> _INSTRUCTIONS TO FOLLOW_: Counting only lines that contain "Serialize", how many are there in the records below? Give the figure alone.

##### PROVIDED RECORDS

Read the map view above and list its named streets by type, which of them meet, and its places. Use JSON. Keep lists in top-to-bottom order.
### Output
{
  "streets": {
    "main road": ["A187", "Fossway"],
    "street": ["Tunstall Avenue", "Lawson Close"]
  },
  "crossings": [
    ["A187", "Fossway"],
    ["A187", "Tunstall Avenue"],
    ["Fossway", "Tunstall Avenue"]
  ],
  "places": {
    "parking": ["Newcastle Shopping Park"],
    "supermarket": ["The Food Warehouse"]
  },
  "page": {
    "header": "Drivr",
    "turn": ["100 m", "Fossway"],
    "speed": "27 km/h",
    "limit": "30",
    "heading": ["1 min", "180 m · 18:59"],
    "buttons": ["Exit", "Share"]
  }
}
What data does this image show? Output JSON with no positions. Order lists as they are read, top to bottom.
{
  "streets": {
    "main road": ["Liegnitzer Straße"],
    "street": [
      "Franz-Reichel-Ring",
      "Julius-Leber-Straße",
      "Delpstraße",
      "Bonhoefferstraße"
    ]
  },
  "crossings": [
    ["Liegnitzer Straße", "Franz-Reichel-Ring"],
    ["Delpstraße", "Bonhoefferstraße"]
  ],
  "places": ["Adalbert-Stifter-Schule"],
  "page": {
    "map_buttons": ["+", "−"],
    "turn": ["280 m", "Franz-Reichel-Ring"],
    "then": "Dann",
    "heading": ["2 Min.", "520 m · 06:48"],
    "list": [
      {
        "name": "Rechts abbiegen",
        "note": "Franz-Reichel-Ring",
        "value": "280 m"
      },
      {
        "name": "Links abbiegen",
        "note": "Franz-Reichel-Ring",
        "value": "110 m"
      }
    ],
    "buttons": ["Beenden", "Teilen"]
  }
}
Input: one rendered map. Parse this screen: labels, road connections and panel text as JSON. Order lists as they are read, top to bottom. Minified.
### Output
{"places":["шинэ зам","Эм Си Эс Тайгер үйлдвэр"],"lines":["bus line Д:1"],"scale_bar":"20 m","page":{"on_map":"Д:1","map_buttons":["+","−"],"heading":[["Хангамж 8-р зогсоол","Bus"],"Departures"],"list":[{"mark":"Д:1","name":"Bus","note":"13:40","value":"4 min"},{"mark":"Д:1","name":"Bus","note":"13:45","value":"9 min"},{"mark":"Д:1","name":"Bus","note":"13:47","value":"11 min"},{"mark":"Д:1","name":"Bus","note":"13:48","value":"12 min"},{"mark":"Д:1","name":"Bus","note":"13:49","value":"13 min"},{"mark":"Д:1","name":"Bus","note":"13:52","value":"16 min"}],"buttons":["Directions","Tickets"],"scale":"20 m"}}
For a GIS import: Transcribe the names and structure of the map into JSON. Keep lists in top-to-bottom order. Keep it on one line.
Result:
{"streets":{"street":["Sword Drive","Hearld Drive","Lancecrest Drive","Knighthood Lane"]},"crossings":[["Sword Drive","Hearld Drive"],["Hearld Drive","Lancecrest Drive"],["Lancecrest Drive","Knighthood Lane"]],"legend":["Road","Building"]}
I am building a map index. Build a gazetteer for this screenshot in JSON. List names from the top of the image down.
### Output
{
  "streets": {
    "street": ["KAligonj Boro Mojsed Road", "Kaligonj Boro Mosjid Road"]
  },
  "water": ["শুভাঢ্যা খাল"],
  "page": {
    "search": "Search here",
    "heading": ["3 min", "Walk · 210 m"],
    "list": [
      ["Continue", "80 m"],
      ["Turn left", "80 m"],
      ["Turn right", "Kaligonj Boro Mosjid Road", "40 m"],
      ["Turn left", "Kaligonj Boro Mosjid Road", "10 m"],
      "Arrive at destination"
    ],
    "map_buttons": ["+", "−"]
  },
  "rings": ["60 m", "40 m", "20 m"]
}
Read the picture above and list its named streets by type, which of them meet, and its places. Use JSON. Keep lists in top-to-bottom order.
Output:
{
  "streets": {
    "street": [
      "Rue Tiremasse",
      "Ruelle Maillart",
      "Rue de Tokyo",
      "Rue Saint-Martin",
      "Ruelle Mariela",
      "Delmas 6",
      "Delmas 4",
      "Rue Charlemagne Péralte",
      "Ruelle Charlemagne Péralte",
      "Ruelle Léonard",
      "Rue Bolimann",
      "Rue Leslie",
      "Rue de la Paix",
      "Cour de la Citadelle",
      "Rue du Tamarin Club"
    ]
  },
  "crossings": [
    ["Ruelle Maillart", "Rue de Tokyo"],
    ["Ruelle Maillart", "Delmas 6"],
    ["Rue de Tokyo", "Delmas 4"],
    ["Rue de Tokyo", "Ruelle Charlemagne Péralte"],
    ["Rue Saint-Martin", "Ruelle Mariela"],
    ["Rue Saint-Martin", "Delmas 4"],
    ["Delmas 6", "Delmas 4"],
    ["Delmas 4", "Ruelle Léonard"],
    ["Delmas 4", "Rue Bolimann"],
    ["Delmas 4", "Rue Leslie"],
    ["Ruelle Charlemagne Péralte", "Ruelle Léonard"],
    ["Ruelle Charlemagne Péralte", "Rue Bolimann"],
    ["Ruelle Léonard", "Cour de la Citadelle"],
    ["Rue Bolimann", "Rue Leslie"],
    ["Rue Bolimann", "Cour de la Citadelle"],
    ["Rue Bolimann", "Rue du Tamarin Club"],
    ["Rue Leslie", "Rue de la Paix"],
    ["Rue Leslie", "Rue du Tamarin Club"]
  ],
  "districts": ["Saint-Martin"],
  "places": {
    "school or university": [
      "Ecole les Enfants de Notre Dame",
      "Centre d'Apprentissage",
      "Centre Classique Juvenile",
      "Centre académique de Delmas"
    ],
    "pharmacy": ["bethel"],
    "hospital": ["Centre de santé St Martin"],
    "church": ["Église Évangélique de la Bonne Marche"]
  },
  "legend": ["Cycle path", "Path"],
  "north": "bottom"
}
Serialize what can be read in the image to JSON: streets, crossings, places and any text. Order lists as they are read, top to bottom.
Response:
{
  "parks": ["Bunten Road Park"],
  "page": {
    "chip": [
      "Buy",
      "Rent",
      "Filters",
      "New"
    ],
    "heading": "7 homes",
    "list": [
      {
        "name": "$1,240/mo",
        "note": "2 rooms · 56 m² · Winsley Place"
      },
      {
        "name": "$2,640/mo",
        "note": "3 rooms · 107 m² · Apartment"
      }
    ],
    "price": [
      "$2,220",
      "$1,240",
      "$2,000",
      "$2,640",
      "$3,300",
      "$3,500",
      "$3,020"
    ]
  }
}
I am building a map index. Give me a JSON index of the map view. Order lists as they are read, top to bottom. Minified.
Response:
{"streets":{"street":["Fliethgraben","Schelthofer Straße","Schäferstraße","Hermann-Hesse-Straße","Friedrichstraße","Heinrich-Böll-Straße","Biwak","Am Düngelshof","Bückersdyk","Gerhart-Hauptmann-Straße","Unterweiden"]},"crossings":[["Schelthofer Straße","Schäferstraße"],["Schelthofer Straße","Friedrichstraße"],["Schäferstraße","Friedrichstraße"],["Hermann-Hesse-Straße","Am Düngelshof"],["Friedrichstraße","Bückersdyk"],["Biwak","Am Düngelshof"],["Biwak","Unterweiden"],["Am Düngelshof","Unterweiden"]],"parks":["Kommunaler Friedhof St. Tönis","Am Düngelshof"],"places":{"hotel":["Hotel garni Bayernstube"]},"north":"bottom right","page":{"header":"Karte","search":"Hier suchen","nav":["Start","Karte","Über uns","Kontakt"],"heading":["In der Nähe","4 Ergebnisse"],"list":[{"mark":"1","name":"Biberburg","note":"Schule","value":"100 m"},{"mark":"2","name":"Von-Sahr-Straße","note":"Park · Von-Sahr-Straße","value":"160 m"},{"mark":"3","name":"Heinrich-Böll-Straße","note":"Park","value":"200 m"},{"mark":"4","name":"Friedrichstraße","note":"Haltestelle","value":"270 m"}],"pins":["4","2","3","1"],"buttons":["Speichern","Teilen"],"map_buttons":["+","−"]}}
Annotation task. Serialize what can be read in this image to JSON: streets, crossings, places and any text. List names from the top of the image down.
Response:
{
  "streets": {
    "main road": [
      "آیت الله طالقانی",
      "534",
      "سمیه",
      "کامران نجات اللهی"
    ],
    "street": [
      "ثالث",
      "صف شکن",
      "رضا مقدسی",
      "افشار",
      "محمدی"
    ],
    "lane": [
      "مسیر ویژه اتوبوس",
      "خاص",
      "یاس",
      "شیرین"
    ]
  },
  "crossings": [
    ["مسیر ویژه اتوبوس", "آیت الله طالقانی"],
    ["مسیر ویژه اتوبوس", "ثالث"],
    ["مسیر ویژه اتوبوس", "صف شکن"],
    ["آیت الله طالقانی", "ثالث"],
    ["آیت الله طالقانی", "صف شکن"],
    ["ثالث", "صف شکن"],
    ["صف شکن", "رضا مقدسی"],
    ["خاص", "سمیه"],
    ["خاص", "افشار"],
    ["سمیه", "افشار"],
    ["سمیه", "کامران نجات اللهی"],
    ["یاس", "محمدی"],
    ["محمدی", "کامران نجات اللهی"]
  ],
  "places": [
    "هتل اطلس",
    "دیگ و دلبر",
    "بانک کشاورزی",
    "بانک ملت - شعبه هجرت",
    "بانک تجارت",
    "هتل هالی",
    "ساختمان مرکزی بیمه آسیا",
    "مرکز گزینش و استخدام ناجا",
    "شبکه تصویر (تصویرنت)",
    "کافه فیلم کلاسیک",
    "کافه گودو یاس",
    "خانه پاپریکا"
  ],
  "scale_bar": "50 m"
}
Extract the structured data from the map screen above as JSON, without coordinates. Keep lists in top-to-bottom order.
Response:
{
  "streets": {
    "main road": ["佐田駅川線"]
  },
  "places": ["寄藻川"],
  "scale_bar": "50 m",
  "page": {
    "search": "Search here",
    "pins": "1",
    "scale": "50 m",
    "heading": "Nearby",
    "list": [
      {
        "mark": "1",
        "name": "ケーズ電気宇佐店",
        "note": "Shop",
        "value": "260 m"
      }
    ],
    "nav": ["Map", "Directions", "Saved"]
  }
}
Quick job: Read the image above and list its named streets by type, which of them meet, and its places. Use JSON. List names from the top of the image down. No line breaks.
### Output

##########

> _SOLUTION TO THIS PROBLEM_: 2